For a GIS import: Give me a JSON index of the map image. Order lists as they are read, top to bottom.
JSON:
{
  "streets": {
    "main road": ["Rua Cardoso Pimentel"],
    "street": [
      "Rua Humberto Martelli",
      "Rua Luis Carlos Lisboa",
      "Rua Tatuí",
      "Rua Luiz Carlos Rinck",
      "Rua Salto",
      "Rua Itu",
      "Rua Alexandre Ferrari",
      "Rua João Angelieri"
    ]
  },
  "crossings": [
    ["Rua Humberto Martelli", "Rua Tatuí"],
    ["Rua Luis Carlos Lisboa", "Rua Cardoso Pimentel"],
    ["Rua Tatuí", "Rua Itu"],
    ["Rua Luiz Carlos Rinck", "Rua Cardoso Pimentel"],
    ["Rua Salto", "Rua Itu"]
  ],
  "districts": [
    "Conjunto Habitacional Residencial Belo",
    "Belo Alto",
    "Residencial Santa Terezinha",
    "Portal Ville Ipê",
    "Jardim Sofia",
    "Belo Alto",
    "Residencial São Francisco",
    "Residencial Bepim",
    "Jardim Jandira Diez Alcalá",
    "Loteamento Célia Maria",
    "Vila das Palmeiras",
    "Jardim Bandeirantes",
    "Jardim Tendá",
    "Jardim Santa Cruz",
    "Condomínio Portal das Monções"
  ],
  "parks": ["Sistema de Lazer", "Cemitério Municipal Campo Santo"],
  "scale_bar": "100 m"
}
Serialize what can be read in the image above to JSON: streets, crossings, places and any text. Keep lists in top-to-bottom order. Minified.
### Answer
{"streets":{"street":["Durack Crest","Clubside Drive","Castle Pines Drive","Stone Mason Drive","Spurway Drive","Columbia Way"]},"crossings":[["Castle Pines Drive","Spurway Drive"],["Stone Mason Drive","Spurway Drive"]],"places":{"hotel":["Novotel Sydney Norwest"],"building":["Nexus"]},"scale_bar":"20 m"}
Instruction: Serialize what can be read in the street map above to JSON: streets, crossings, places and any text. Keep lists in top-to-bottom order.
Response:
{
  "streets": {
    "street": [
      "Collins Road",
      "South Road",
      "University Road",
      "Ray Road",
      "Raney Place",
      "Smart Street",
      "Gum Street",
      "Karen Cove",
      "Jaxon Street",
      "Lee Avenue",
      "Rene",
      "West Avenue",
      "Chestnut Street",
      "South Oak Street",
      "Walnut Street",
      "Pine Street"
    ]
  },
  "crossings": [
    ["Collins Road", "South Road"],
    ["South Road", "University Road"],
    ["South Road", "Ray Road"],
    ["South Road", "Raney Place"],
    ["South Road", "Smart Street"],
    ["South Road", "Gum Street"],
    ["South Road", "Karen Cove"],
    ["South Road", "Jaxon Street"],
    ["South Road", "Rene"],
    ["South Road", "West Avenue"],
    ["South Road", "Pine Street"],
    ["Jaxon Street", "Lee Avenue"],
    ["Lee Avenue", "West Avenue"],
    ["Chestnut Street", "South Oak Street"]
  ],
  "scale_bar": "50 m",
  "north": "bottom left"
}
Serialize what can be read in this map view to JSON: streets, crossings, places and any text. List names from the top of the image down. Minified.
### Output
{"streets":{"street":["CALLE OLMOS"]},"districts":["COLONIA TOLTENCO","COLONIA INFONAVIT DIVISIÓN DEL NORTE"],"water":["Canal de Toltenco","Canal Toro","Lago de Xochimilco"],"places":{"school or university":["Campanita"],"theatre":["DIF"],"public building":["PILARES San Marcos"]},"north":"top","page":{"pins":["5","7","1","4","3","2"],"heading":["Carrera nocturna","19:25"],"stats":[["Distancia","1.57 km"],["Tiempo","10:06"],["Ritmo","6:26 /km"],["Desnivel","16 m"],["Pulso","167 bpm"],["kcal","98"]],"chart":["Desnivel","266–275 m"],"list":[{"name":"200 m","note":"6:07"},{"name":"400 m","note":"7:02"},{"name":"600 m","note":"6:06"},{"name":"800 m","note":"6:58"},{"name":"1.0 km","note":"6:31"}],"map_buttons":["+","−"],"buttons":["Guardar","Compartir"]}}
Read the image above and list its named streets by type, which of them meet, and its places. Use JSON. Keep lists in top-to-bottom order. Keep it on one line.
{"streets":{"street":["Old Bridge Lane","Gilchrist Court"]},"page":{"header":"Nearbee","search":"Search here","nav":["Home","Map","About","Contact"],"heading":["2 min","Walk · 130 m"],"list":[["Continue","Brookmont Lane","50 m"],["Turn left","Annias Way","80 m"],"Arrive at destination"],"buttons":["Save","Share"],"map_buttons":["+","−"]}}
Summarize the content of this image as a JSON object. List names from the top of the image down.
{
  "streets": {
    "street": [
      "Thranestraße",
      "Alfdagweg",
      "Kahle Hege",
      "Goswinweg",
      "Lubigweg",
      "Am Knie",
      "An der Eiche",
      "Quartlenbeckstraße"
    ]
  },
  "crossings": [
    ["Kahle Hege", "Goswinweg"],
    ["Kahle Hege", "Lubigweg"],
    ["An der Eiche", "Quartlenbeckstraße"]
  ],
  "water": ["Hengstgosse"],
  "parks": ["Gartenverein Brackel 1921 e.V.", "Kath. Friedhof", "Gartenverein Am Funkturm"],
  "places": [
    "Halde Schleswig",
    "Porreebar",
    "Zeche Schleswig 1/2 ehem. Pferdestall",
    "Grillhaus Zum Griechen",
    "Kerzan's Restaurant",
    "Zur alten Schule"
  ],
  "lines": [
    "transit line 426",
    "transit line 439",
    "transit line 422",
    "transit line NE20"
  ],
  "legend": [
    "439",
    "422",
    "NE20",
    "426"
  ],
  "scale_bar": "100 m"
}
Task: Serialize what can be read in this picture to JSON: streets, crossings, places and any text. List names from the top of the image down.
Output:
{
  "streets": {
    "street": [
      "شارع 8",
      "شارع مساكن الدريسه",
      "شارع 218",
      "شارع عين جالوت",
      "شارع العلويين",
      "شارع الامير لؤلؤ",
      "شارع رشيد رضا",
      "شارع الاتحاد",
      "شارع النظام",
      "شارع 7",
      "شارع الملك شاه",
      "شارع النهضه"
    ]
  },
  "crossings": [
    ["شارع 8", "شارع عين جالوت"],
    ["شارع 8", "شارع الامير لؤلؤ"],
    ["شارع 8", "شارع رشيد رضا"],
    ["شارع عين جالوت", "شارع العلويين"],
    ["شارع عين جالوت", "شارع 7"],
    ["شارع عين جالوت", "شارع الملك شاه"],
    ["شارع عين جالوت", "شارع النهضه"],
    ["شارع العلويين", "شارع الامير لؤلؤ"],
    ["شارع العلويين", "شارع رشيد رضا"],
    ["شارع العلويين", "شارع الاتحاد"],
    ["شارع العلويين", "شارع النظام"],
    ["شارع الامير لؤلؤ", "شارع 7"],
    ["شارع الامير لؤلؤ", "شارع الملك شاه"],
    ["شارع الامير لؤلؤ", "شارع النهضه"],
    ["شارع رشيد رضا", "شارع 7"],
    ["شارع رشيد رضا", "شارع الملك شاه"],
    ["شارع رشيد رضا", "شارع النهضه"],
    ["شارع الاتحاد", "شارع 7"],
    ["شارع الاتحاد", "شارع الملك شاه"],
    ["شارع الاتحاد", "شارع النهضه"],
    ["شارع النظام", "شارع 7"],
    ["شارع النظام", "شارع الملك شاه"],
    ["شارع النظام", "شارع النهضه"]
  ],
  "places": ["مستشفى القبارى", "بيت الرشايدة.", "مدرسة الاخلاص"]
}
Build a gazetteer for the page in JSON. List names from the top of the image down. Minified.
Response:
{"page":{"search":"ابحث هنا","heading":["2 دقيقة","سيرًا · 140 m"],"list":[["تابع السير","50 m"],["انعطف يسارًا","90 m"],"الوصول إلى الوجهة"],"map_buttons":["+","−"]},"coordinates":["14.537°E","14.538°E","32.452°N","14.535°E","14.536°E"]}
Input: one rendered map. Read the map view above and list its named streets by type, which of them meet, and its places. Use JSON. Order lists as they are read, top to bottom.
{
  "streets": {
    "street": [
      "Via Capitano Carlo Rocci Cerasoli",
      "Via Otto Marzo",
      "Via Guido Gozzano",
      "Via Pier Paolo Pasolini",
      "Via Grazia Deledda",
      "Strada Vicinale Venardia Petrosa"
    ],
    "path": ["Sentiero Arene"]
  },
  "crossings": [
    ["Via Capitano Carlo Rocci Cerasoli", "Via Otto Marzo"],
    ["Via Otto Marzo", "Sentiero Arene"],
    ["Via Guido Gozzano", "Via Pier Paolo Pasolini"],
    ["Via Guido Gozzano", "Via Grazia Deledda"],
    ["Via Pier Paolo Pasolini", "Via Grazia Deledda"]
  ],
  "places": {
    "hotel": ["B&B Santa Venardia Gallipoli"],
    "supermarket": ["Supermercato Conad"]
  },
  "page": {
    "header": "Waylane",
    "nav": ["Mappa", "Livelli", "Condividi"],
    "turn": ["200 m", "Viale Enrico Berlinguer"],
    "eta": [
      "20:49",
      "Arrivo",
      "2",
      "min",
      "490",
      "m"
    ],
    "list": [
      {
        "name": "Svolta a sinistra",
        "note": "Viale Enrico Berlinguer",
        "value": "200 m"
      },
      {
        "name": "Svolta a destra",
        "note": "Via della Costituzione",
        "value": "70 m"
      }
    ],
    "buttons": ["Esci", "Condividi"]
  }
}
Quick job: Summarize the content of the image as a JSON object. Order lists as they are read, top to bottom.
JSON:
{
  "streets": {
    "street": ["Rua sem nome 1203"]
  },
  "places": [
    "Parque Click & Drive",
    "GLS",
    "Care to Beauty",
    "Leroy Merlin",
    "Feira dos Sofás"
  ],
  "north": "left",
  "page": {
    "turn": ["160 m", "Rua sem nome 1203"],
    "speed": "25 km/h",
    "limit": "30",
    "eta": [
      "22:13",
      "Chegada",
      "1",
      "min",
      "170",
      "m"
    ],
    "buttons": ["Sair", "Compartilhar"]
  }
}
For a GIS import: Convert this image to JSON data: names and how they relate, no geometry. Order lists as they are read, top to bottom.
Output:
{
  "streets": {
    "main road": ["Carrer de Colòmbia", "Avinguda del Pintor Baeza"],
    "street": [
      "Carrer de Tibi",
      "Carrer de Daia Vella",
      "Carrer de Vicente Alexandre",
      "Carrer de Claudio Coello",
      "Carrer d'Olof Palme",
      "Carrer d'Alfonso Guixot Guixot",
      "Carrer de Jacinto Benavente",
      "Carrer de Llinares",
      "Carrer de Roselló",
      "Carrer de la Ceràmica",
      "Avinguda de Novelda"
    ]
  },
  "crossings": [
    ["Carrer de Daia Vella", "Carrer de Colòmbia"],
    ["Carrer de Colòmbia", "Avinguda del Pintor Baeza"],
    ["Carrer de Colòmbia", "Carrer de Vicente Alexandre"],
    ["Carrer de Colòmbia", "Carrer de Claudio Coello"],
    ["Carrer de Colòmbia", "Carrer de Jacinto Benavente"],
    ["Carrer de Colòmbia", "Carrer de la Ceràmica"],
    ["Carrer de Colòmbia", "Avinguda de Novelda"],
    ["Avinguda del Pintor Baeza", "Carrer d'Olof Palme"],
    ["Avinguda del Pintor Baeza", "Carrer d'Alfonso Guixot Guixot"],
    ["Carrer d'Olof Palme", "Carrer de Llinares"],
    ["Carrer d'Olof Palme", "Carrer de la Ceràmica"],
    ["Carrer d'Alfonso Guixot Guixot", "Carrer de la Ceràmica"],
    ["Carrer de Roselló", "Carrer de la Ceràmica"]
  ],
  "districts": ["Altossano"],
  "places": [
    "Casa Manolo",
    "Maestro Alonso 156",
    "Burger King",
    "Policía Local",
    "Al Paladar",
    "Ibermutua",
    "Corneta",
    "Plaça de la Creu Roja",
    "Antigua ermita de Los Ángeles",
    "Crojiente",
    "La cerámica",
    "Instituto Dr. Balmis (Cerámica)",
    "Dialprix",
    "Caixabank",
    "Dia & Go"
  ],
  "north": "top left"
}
********************
[The task]: Please return all lines from the records that hold the word "Summarize".

[Written response]:
Summarize the content of this image as a JSON object. List names from the top of the image down.
Quick job: Summarize the content of the image as a JSON object. Order lists as they are read, top to bottom.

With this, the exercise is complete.